Category Archives: Walking the Dog

For the Hometown Heroes on Memorial Day

Over Memorial Day weekend we visited my husband’s family in New York state.  Early on Saturday morning, when we woke up in Spencerport, a picturesque village on the Eerie Canal, Kiko and I headed out for our first walk.  My little dog was even more headstrong than usual.  If I attempted to turn left, he was determined to go right.  When I preferred right, he insisted on left.  Occasionally his obstinance resulted in a dead stop, as he splayed his legs and I tugged, to no avail, on the leash.  Our progress was slow and laborious.  The constant battle of wills made it difficult to properly appreciate the gracious old homes of Spencerport.  I was annoyed with Kiko, who clearly cares nothing for architecture, or for beauty in general.  How disappointing.  I tend, however irrationally, to expect more from him.  And because I’d given in to his choices, we were heading in a direction that I didn’t intend.  But up ahead, on South Union Street, I began to see the entrance to Fairfield Cemetery.  We’d passed it yesterday driving in.  To me, it looked inviting.  Kiko evidently felt the same way.  For the first time that morning, we were in agreement.    

Except for the exuberant chirping of a great variety of birds, all was quiet.  No sounds of mowing, cutting or leaf-blowing disturbed the serenity.  

Many of the graves were marked with small American flags.  I realized, with some chagrin, that I’d almost forgotten, at least momentarily, the significance of the long holiday weekend. 

As Kiko and I wandered the shaded, grassy pathways between the rows of gravestones, I noticed that we now walked together in easy step.  My stubborn dog had managed to bring me here, against my will, to this peaceful spot, to contemplate the cost of peace.  I thought of the old poem of achingly sad remembrance, of poppies waving in Flanders fields, between the crosses, row on row.  And of the vast and ever-growing expanse of white markers in Arlington Cemetery.  Not long ago, passing by that hallowed ground on the way to Reagan Airport, we saw the solemn spectacle of a horse-drawn caisson bearing a flag-draped coffin. 

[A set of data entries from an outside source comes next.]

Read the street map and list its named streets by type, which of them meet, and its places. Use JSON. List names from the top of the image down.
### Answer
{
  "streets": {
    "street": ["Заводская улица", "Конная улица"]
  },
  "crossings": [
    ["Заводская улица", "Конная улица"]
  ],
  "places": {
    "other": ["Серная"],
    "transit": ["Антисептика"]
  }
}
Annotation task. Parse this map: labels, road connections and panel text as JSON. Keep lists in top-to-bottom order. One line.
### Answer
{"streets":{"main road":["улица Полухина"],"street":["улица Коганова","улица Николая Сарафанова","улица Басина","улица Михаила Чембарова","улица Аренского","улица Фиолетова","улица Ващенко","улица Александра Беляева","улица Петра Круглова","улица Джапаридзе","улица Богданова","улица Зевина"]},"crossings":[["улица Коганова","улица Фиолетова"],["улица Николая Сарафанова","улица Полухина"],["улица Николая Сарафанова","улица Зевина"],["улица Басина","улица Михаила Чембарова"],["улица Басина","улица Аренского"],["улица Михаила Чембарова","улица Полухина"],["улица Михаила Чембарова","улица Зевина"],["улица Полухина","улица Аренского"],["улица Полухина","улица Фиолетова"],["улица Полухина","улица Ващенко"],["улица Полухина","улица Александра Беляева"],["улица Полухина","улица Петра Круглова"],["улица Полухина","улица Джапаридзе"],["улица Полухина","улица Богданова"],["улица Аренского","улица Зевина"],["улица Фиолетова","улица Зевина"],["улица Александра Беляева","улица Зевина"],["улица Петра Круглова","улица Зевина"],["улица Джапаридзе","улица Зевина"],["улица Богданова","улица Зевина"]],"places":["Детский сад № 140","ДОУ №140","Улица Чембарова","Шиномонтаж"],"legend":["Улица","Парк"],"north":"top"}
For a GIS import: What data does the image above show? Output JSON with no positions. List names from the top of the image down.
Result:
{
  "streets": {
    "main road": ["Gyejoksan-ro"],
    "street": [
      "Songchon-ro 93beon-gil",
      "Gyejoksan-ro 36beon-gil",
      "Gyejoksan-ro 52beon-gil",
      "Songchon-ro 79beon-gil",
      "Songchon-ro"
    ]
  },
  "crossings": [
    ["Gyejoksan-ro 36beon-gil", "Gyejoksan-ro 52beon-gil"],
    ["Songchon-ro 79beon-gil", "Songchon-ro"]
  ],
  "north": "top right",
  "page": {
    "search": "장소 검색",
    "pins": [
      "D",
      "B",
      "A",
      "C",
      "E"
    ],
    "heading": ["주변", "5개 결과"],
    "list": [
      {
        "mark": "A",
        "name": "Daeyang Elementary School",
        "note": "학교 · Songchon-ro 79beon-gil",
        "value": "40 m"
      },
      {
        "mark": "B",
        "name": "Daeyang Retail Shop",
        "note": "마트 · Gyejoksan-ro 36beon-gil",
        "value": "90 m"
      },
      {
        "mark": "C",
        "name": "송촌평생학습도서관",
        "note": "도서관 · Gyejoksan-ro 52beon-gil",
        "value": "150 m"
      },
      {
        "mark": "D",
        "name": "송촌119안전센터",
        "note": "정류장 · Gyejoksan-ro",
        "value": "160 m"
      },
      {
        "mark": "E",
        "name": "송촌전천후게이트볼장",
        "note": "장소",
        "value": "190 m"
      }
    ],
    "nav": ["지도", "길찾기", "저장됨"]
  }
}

Memorial Day reminds us to remember and honor the many lives lost in service to our country.  Consider the teenagers, who, like my Uncle Bill, traded the drudgery of 1940s farm work for the unknown adventure of World War II. My Uncle returned from the war.  Too many others did not.  Think of the young people who drew a final breath in the swampy fields of Vietnam.  Be grateful to those whose civic duty cost them their lives in the Gulf War, in Iraq and Afghanistan, as well as in exotic locales most Americans would be hard-pressed to pronounce or locate on a map.  Acknowledge the sacrifice of those who died fighting a shape-shifting,  ill-defined enemy in our war on terror.   

And may we give some thought to those who managed to evade death on far-flung battlefields, only to return home to find the challenge of readapting to civilian life unsurmountable.  The deep wounds of war, mental, emotional, and physical, are near-impossible to comprehend for those who haven’t served.  Some who fought in Vietnam returned to a society that seemed to regard them as the enemy.   Let’s pray for those who survived the war but could not survive the trials of day-to-day life in the very towns they had once called home.   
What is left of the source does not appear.